The data ::
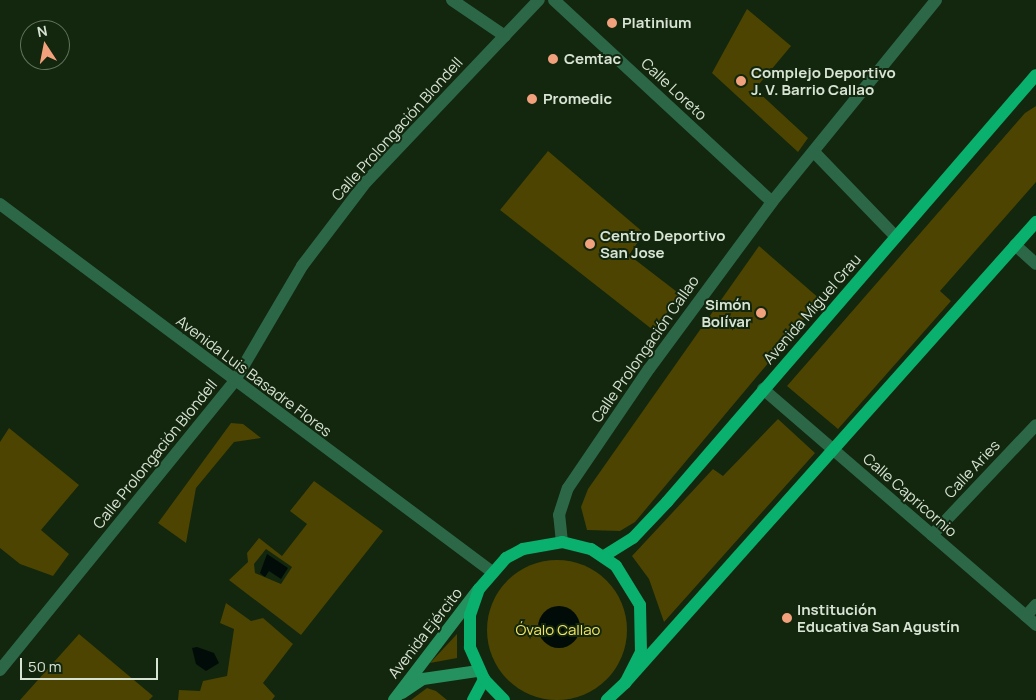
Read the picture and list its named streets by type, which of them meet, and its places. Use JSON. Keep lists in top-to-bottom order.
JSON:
{
  "streets": {
    "main road": ["Avenida Miguel Grau", "Avenida Ejército"],
    "street": [
      "Calle Loreto",
      "Calle Prolongación Blondell",
      "Calle Prolongación Callao",
      "Avenida Luis Basadre Flores",
      "Calle Aries",
      "Calle Capricornio"
    ]
  },
  "crossings": [
    ["Calle Loreto", "Calle Prolongación Callao"],
    ["Calle Prolongación Blondell", "Avenida Luis Basadre Flores"],
    ["Avenida Miguel Grau", "Calle Capricornio"],
    ["Calle Aries", "Calle Capricornio"]
  ],
  "parks": ["Óvalo Callao"],
  "places": [
    "Platinium",
    "Cemtac",
    "Complejo Deportivo J. V. Barrio Callao",
    "Promedic",
    "Centro Deportivo San Jose",
    "Simón Bolívar",
    "Institución Educativa San Agustín"
  ],
  "scale_bar": "50 m",
  "north": "top"
}
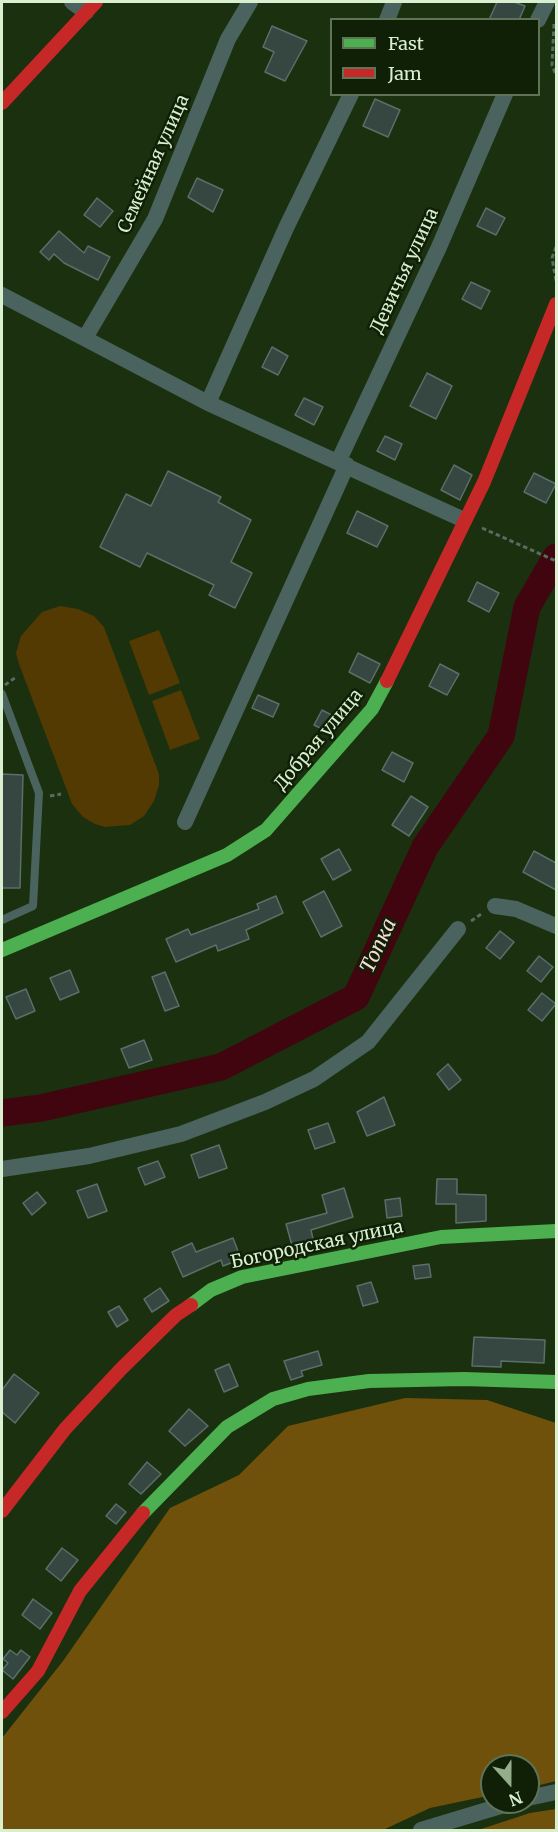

Requirement ::
The answer should consist of every line above, exact and free of images.

Result of the task ::
Read the picture and list its named streets by type, which of them meet, and its places. Use JSON. Keep lists in top-to-bottom order.
JSON:
{
  "streets": {
    "main road": ["Avenida Miguel Grau", "Avenida Ejército"],
    "street": [
      "Calle Loreto",
      "Calle Prolongación Blondell",
      "Calle Prolongación Callao",
      "Avenida Luis Basadre Flores",
      "Calle Aries",
      "Calle Capricornio"
    ]
  },
  "crossings": [
    ["Calle Loreto", "Calle Prolongación Callao"],
    ["Calle Prolongación Blondell", "Avenida Luis Basadre Flores"],
    ["Avenida Miguel Grau", "Calle Capricornio"],
    ["Calle Aries", "Calle Capricornio"]
  ],
  "parks": ["Óvalo Callao"],
  "places": [
    "Platinium",
    "Cemtac",
    "Complejo Deportivo J. V. Barrio Callao",
    "Promedic",
    "Centro Deportivo San Jose",
    "Simón Bolívar",
    "Institución Educativa San Agustín"
  ],
  "scale_bar": "50 m",
  "north": "top"
}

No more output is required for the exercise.